What you are asked to do | Filter the listing below down to the lines with the word "absolute" and copy those.

*** Block opens ***

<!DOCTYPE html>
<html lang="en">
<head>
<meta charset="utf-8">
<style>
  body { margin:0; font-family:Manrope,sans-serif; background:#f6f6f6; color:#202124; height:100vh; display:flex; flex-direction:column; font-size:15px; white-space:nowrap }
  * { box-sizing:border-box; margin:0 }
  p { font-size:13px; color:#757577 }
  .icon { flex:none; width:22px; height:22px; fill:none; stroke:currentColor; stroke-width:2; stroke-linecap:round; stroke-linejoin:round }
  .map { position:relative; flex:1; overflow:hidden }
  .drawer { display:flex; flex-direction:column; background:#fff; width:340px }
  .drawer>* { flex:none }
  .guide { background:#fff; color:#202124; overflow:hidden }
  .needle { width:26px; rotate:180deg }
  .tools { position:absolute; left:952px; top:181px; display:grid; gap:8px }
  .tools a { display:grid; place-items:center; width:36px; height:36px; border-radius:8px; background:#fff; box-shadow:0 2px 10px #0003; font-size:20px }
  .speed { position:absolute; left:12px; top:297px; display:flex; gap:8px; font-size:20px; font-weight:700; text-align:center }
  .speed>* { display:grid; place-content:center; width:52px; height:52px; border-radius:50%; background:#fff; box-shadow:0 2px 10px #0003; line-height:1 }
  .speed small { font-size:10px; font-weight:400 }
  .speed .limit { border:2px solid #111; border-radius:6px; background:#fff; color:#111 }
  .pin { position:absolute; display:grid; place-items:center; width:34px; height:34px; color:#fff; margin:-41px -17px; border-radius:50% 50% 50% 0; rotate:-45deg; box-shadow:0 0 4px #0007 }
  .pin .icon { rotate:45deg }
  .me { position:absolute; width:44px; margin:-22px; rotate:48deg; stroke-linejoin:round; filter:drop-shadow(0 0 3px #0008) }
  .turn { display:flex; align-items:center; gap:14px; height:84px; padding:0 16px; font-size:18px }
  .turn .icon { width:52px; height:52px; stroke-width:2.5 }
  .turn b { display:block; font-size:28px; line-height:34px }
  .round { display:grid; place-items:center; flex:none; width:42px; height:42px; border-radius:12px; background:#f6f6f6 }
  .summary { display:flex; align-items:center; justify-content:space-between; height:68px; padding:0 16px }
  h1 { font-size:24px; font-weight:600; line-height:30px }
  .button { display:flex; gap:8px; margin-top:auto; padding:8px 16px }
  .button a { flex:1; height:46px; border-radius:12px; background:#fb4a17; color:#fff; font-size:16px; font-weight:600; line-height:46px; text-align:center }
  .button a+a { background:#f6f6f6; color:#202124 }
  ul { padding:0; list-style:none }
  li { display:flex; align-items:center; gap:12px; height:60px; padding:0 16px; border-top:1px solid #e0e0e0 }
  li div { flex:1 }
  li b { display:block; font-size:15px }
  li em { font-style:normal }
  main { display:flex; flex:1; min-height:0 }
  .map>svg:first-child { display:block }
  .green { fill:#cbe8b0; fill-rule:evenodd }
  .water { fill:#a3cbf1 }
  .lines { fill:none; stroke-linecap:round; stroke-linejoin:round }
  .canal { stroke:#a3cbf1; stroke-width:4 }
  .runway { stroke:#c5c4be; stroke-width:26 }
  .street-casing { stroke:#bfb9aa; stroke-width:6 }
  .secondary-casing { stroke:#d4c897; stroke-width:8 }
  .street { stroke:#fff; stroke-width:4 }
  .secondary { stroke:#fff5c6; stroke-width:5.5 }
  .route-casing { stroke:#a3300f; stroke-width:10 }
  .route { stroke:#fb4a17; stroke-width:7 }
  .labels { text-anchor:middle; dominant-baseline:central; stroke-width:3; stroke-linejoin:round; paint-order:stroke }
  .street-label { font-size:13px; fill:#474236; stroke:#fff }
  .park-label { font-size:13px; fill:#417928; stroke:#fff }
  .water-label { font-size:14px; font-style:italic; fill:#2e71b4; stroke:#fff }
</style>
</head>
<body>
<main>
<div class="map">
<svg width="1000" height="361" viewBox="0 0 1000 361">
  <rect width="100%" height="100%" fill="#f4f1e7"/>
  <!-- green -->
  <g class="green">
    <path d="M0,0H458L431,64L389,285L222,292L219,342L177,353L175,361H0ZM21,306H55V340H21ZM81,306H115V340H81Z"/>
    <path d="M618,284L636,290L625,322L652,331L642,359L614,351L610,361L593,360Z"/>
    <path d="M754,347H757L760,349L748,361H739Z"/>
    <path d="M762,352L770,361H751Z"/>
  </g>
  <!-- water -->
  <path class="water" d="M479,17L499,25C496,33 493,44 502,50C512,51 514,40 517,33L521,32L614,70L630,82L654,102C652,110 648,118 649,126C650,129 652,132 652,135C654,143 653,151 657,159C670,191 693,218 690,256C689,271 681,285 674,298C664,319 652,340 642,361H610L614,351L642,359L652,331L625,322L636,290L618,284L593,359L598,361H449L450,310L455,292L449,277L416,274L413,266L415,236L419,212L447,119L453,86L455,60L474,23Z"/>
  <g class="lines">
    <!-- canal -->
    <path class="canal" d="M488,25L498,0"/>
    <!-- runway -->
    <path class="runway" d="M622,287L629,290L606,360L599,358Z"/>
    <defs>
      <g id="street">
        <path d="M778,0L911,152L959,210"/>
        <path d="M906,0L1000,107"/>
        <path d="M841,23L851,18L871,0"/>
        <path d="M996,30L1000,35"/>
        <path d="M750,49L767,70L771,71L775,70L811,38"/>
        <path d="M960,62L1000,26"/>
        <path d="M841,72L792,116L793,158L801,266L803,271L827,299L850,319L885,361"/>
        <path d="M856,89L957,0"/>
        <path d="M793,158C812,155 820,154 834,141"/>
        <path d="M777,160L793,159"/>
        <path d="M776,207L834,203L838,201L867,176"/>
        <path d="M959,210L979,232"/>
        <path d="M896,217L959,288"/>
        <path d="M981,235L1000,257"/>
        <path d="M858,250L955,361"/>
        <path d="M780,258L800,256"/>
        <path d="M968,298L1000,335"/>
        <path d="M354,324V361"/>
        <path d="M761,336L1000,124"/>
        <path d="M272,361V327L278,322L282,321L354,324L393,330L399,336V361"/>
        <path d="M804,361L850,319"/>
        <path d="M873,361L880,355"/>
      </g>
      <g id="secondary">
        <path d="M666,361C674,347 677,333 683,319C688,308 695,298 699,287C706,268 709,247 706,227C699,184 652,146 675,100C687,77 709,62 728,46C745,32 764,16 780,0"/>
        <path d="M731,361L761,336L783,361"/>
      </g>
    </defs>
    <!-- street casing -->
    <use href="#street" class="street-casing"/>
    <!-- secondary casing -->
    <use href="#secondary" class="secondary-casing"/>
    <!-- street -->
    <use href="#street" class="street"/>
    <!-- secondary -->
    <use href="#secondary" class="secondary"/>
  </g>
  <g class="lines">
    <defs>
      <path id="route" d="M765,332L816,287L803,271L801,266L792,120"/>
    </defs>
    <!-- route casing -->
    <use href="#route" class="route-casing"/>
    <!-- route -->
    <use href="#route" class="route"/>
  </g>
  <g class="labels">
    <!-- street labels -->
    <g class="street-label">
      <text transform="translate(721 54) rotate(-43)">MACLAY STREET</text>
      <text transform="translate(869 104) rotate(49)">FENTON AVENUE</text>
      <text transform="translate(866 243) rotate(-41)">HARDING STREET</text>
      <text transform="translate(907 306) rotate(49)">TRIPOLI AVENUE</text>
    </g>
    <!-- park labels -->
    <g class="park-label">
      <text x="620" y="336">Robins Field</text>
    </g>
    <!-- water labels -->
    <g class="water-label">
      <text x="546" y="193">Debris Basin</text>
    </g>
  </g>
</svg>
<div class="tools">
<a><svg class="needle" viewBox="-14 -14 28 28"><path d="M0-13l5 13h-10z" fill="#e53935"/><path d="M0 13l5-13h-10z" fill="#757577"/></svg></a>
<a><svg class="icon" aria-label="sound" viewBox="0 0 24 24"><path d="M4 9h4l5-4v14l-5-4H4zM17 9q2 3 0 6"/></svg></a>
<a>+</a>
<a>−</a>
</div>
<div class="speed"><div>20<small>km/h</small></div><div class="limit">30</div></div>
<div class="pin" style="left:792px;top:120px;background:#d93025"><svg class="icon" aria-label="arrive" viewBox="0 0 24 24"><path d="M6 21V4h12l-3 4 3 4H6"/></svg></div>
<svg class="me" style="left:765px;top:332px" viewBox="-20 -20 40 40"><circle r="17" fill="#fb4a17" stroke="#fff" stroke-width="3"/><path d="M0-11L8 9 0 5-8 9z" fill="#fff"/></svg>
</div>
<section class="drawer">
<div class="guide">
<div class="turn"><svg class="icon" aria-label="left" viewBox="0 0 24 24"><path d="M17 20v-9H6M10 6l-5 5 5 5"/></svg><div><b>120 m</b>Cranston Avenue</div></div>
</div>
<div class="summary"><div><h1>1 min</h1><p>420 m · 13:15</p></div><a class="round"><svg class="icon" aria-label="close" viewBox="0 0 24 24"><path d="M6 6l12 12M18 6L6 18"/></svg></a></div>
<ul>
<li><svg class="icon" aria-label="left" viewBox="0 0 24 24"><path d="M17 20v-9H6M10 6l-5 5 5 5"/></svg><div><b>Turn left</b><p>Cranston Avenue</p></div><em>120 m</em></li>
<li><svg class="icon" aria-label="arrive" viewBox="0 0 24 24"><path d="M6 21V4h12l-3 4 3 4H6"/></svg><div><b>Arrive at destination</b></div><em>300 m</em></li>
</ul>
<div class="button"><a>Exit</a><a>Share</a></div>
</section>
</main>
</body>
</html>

*** Block closes ***

Expected output |
  .tools { position:absolute; left:952px; top:181px; display:grid; gap:8px }
  .speed { position:absolute; left:12px; top:297px; display:flex; gap:8px; font-size:20px; font-weight:700; text-align:center }
  .pin { position:absolute; display:grid; place-items:center; width:34px; height:34px; color:#fff; margin:-41px -17px; border-radius:50% 50% 50% 0; rotate:-45deg; box-shadow:0 0 4px #0007 }
  .me { position:absolute; width:44px; margin:-22px; rotate:48deg; stroke-linejoin:round; filter:drop-shadow(0 0 3px #0008) }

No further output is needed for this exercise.